Wanting to reduce the barrier to incorporating CIF support into software generally, and especially wanting to foster support for CIF 2.0, in 2011 COMCIFS decided to choose or create an API for CIF. This author was invited to lead the ensuing discussion, which was carried out on the IUCr's public web forum (IUCr, 2011[IUCr (2011). CIF Application Programming Interface Forum, https://forums.iucr.org/viewforum.php?f=27 .]). The requirements that emerged from that effort (see below) were not all satisfied by any one existing CIF support library known to any of the participants. Therefore the author undertook development of a detailed interface and reference implementation of just such a library: the CIF API.

2. Requirements and design considerations

As an initial matter, there can be some disagreement about exactly what an `API' comprises, as the term is used in at least two senses: (1) in a strict sense of the word `interface', limiting an API to data types, function signatures and constants exposed for use by client applications; and (2) in an inclusive sense that additionally incorporates implementations of the interface functions. An API in the former sense is of little practical value without at least one implementation, but that sense of API is distinguished by affording the possibility of multiple independent implementations. The distinction between API and implementation was maintained throughout the collaborative specification process, and the CIF API provides a detailed programmatic interface in the former sense. As discussed in more detail below, however, this is paired with a reference implementation to validate the API design and make it useful in practice.

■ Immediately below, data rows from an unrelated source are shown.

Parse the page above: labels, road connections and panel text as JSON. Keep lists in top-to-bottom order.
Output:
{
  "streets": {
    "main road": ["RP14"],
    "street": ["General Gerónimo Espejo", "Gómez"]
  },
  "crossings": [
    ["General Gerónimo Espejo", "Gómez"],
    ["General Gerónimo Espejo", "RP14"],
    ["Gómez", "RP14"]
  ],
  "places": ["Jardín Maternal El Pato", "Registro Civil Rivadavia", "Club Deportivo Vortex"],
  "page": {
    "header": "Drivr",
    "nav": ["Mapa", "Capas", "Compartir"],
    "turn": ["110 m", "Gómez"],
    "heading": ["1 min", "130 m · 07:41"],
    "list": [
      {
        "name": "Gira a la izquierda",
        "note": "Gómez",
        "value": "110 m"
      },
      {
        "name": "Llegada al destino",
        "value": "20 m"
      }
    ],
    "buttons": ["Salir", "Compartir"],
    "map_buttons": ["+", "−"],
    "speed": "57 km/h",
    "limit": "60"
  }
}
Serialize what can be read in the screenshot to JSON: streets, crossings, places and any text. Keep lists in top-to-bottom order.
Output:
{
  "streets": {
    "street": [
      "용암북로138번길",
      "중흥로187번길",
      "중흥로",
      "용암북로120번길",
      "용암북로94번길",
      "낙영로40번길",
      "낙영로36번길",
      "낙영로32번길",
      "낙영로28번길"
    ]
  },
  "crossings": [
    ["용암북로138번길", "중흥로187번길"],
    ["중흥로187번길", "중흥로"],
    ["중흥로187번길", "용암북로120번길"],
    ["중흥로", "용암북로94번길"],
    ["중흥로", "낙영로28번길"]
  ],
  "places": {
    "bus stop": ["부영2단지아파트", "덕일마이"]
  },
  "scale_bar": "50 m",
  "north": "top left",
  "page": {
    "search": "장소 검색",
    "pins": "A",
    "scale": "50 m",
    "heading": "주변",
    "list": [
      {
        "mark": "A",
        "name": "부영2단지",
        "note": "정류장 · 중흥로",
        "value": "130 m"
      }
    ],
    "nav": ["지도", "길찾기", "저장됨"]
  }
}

Having defined what `API' meant for the purposes of this work, an essential first task in selecting or creating an API for CIF 2.0 was to establish acceptance requirements. Both requirements for functionality and constraints on implementation were identified, as described below.

2.1. Functional requirements and non-requirements

A central requirement and impetus for the CIF API is full support for the CIF 2.0 specifications. The API must provide for inputting, managing and outputting character data, potentially drawing from the full range of Unicode. It must handle the new compound data types. Its parser must recognize and handle the new and revised quoting mechanisms for character data, and its built-in output facilities must format character data according to CIF 2.0 requirements.

Furthermore, the API's usefulness would be unduly circumscribed if it supported only CIF 2.0. Inasmuch as CIF is in part an archival format, CIF 1.1 (and older) documents can be expected to persist indefinitely, and it is desirable to have a single system that can handle those as well as CIF 2.0 documents. In the most general terms, then, the API must support inputting and parsing CIF text from external sources; it must support outputting logical CIF structure and content to external sinks as well formed CIF text; and between source, if any, and sink, if any, and in memory where applicable, the API must support all valid inquiries and modifications of logical CIF structure and data.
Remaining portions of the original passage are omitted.